In 2006, a “true crime” book on the victim, the defendant, and the murder entitled, “Safe Harbor: A Murder in Nantucket,” was sold in Nantucket bookstores. On the first page of the introduction, the author wrote: “Underneath a self-admitted alcohol problem lurked a lethal hatred of women. For much of his adult life, it seemed, [the defendant] was a homicide waiting to happen.” Within the first twenty pages, the book stated that during their relationship, the defendant reacted angrily to the victim discovering a pistol in one of his drawers and, in a separate incident, put the victim “in a headlock” while drunk. The author also described the alleged incident in which the defendant held the victim captive in his apartment, including details that had not appeared in earlier magazine stories.

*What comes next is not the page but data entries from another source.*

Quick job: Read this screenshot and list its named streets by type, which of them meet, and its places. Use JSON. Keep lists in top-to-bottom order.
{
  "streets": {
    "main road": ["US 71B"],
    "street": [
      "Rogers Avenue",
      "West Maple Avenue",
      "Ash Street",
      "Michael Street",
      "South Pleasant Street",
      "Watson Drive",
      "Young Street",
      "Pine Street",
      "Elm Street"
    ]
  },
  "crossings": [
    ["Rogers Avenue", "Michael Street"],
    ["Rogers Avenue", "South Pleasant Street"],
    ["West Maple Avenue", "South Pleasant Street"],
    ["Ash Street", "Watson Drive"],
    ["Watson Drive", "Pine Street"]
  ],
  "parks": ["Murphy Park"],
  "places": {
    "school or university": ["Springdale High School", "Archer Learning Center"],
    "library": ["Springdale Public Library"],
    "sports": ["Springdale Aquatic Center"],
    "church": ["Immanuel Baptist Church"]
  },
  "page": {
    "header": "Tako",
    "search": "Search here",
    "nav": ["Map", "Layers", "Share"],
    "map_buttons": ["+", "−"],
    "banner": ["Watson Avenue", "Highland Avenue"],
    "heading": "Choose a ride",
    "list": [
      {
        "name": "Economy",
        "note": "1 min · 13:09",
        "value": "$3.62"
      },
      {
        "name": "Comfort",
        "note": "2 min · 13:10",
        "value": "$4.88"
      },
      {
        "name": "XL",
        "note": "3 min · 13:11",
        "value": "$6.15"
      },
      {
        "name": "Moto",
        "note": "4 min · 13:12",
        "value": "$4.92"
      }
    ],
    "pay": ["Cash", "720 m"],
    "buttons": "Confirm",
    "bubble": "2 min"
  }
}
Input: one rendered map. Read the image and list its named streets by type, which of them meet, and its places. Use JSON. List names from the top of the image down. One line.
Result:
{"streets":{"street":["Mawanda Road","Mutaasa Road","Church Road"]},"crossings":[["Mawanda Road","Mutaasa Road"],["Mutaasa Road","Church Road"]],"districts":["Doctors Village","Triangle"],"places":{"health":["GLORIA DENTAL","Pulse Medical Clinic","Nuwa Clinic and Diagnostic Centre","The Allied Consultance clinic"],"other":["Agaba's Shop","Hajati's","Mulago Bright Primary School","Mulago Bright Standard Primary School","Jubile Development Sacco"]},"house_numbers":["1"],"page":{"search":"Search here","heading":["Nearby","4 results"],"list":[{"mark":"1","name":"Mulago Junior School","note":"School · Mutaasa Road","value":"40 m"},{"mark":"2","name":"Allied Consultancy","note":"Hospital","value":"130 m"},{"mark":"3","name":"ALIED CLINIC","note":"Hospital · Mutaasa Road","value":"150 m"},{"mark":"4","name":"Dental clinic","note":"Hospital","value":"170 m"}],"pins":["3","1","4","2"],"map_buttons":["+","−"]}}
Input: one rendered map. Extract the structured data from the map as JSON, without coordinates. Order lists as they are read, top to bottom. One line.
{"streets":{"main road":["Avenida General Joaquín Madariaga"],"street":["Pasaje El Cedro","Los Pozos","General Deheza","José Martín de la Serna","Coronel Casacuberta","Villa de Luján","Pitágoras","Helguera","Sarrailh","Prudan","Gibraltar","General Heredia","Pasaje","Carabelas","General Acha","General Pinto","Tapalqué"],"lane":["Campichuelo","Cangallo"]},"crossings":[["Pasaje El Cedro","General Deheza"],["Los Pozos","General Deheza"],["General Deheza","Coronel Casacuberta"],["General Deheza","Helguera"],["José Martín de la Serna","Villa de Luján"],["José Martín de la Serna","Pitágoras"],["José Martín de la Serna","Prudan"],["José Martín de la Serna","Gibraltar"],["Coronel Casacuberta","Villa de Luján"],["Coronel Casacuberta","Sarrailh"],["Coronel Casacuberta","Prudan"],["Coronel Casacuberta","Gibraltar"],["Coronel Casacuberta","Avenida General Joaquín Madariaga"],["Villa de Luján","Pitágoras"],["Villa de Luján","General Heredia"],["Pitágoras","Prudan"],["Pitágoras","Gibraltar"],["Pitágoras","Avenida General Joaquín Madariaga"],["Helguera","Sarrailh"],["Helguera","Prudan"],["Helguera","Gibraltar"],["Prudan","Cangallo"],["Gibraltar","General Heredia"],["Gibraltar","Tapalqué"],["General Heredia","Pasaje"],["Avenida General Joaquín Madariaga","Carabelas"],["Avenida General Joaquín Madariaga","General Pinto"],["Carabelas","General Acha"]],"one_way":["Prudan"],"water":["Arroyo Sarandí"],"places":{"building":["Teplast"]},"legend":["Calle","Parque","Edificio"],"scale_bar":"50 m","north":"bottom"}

In November, 2006, approximately six months before the start of trial, articles published in the Inquirer and Mirror chronicled the filing of and hearing on the defendant's motions to suppress evidence, and recounted in detail the testimony introduced at the hearing. In January, 2007, Nantucket's other local newspaper, The Nantucket Independent, reported the judge had denied all six pretrial suppression motions because he found the defendant's statements to the police while in custody in Rhode Island were voluntary, and the seized evidence either did not belong to the defendant or was lawfully seized. On April 1, 2007, two months before the start of trial, The Cape Cod Times, a regional paper serving the Cape and Islands, published an article entitled, “Toolan Claiming Insanity,” which reported that Toolan would be using an “insanity defense (emphasis added), and discussed the low success rate of this “defense.” The article quoted a Falmouth defense attorney, not involved in the defendant's case, who stated: “Toolan appeared lucid enough to get himself to Nantucket to commit the crime.... Nothing I've read about [the defendant] so far makes me think he had a history of mental illness, but who knows? ... He seemed to be highly functioning in society from what I read. But that's not...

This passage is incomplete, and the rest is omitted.